§ Data extracts:
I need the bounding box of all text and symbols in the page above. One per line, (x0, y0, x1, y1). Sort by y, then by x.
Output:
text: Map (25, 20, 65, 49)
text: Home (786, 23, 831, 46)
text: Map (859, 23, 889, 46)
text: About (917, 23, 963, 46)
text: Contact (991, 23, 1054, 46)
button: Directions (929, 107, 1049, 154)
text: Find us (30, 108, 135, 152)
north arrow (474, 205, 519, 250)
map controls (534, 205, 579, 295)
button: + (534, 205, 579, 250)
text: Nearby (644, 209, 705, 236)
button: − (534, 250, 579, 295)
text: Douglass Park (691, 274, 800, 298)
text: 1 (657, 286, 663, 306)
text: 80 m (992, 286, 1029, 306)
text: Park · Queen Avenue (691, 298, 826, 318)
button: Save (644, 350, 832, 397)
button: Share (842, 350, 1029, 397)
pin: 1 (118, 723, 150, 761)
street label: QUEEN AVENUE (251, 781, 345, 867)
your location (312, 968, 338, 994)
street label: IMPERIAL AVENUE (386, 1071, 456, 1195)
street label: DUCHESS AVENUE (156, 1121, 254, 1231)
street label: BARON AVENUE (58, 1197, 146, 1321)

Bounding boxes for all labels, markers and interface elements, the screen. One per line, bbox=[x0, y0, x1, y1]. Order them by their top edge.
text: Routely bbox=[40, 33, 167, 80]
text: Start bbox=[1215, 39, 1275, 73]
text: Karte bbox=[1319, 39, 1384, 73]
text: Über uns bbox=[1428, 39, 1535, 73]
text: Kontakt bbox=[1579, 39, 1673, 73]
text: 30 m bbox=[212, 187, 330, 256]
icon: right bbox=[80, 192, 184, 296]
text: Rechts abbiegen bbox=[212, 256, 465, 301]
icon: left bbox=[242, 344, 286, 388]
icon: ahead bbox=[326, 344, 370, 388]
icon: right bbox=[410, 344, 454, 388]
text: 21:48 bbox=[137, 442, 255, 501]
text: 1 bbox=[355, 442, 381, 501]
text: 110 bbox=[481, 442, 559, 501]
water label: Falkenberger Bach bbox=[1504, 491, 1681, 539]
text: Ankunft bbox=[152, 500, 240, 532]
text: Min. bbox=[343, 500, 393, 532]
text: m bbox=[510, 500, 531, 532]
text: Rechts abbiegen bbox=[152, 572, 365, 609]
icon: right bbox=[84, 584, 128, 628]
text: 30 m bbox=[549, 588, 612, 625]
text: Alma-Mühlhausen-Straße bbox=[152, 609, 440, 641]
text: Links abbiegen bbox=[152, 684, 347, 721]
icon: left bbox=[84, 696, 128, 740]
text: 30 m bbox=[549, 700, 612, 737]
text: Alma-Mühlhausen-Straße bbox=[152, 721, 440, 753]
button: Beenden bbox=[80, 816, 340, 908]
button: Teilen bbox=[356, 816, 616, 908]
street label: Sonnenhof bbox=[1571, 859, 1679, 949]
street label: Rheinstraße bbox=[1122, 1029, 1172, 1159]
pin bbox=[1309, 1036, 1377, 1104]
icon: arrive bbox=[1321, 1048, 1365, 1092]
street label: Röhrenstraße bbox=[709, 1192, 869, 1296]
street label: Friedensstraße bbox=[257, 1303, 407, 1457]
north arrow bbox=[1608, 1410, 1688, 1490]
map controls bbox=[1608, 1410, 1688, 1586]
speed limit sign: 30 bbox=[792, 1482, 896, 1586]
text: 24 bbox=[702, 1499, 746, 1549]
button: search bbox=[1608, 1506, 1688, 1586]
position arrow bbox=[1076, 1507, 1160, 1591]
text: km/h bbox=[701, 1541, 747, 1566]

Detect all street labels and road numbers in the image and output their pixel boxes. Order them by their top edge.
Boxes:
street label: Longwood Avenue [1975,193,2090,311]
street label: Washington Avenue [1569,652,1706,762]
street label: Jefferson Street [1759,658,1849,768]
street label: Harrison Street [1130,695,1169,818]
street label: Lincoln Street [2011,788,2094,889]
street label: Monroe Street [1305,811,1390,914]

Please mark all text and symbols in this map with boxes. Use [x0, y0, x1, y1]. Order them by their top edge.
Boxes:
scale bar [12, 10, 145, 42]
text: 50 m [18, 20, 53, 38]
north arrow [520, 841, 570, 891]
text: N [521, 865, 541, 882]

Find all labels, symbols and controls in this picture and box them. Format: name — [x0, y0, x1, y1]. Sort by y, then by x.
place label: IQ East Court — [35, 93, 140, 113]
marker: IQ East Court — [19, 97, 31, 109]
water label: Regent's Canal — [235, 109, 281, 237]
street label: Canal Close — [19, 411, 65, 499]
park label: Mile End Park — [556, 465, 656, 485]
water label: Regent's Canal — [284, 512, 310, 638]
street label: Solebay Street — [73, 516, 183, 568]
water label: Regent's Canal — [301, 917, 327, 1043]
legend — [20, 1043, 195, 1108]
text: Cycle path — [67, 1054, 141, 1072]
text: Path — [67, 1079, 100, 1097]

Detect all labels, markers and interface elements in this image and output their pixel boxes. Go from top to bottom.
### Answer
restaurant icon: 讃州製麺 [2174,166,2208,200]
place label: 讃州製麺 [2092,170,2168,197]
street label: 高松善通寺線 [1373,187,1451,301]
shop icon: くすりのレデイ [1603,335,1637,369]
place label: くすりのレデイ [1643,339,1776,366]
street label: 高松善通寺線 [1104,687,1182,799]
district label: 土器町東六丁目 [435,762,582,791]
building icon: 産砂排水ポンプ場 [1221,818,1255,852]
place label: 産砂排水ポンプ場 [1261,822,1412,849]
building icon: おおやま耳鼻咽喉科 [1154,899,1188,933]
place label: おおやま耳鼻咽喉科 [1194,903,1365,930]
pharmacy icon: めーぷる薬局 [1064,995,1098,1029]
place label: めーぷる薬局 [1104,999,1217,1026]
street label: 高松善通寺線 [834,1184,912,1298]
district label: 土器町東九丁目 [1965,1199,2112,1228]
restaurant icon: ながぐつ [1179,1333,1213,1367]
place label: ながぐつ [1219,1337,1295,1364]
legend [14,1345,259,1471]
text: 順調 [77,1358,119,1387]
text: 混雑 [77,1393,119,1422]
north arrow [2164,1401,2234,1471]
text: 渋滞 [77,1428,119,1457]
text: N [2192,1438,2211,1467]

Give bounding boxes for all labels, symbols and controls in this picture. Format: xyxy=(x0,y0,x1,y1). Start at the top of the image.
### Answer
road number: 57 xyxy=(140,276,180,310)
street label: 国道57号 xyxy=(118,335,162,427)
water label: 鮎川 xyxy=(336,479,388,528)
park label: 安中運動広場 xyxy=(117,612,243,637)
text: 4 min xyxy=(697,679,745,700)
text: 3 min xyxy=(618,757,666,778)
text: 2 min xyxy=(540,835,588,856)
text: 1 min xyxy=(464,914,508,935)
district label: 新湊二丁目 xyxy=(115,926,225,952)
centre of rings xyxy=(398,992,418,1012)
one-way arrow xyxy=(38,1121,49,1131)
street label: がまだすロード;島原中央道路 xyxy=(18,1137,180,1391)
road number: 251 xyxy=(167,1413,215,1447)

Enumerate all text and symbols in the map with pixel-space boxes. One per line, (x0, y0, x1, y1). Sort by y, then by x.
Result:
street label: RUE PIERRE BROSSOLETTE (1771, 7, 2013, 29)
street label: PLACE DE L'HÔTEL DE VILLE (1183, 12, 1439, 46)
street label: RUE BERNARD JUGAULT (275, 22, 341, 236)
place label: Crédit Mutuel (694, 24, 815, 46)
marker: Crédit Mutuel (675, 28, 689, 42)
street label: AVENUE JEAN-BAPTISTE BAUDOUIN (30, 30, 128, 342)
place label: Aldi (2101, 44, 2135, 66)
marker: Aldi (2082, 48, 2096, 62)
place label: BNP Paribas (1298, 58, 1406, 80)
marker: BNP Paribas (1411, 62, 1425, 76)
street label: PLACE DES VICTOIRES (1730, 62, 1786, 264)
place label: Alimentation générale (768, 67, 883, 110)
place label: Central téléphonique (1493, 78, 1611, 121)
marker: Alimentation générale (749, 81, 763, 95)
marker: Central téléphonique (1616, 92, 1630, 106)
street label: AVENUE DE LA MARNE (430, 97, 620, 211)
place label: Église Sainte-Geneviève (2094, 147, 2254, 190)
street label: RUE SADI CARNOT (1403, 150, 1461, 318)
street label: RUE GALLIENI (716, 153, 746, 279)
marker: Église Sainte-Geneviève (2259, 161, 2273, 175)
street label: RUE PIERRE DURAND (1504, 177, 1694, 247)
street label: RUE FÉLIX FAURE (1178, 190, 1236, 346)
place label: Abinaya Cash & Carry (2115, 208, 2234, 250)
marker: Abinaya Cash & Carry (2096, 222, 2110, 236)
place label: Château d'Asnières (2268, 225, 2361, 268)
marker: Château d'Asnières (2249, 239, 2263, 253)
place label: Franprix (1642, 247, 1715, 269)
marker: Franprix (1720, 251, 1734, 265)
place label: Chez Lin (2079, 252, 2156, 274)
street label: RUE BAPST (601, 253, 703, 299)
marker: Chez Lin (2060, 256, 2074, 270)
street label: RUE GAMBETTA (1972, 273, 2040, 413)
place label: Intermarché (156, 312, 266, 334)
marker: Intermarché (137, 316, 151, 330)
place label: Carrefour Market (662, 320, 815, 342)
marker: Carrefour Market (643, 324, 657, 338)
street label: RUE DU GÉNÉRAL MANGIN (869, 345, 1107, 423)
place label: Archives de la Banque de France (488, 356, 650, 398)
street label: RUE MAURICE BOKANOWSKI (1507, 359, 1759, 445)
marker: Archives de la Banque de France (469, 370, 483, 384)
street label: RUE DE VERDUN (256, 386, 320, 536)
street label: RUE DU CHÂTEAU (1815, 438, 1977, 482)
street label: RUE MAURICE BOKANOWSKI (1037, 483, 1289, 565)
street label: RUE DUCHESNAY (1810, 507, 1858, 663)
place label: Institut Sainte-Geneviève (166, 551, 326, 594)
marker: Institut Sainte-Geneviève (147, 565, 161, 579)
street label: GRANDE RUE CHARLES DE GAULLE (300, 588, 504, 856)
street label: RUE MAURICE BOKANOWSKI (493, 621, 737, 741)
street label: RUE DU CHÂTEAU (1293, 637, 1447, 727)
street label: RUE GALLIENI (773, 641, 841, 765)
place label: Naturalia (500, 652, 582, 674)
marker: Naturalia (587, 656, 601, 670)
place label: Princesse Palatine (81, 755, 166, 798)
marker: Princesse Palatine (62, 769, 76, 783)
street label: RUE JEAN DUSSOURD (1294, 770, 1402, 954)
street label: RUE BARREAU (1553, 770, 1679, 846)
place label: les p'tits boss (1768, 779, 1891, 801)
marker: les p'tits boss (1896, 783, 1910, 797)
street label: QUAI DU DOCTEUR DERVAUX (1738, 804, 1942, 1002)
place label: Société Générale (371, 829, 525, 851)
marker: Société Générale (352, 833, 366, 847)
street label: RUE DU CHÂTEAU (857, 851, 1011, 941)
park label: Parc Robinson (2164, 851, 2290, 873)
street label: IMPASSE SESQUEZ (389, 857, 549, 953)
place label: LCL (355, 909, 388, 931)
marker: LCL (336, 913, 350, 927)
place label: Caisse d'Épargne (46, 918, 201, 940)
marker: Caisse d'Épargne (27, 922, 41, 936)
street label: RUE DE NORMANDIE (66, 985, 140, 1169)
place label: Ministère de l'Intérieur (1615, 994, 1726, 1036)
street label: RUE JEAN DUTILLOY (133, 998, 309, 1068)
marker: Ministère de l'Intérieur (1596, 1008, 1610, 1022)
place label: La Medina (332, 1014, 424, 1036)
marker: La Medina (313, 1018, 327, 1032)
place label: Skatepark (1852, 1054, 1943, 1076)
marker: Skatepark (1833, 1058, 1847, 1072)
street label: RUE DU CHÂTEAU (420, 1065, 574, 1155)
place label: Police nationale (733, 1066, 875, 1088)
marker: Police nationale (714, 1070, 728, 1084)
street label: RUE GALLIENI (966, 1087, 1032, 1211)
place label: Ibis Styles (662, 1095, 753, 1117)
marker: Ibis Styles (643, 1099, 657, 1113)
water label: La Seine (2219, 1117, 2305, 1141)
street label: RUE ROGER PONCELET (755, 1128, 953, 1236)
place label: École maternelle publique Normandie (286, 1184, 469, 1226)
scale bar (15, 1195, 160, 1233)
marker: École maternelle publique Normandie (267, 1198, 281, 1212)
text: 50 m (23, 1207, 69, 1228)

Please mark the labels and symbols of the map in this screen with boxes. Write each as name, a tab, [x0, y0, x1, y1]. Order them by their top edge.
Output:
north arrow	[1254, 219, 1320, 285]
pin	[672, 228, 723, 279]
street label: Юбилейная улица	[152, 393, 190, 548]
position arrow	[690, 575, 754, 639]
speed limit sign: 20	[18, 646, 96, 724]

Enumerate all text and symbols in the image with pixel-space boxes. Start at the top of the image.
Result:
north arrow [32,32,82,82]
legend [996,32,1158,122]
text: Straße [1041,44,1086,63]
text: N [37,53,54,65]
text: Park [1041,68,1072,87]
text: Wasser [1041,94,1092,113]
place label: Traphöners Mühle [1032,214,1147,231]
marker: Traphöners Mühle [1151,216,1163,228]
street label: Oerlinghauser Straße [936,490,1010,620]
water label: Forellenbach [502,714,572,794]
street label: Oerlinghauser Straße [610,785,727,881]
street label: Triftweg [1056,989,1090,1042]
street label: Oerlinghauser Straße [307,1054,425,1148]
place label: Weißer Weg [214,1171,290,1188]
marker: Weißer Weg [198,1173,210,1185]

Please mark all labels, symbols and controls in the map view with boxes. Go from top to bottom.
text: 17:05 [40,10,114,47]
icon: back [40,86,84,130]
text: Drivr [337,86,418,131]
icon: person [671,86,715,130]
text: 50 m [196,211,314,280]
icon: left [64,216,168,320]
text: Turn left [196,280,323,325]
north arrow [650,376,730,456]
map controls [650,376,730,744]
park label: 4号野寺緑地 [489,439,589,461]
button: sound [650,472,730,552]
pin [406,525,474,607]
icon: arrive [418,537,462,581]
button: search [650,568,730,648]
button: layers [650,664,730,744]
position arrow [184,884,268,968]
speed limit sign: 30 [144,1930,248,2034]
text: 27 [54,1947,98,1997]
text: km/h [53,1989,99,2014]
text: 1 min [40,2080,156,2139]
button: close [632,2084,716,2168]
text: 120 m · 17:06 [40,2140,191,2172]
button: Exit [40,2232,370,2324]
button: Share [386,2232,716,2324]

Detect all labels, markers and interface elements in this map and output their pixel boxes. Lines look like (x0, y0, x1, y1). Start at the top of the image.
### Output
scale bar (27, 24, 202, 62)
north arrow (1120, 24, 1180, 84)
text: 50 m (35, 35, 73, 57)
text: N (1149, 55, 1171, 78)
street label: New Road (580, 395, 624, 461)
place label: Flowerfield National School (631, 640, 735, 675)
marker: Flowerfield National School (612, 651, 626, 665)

§ Prompt:
Wherever the word "Weißer" appears in the records above, copy that line.

§ Reply:
place label: Weißer Weg [214,1171,290,1188]
marker: Weißer Weg [198,1173,210,1185]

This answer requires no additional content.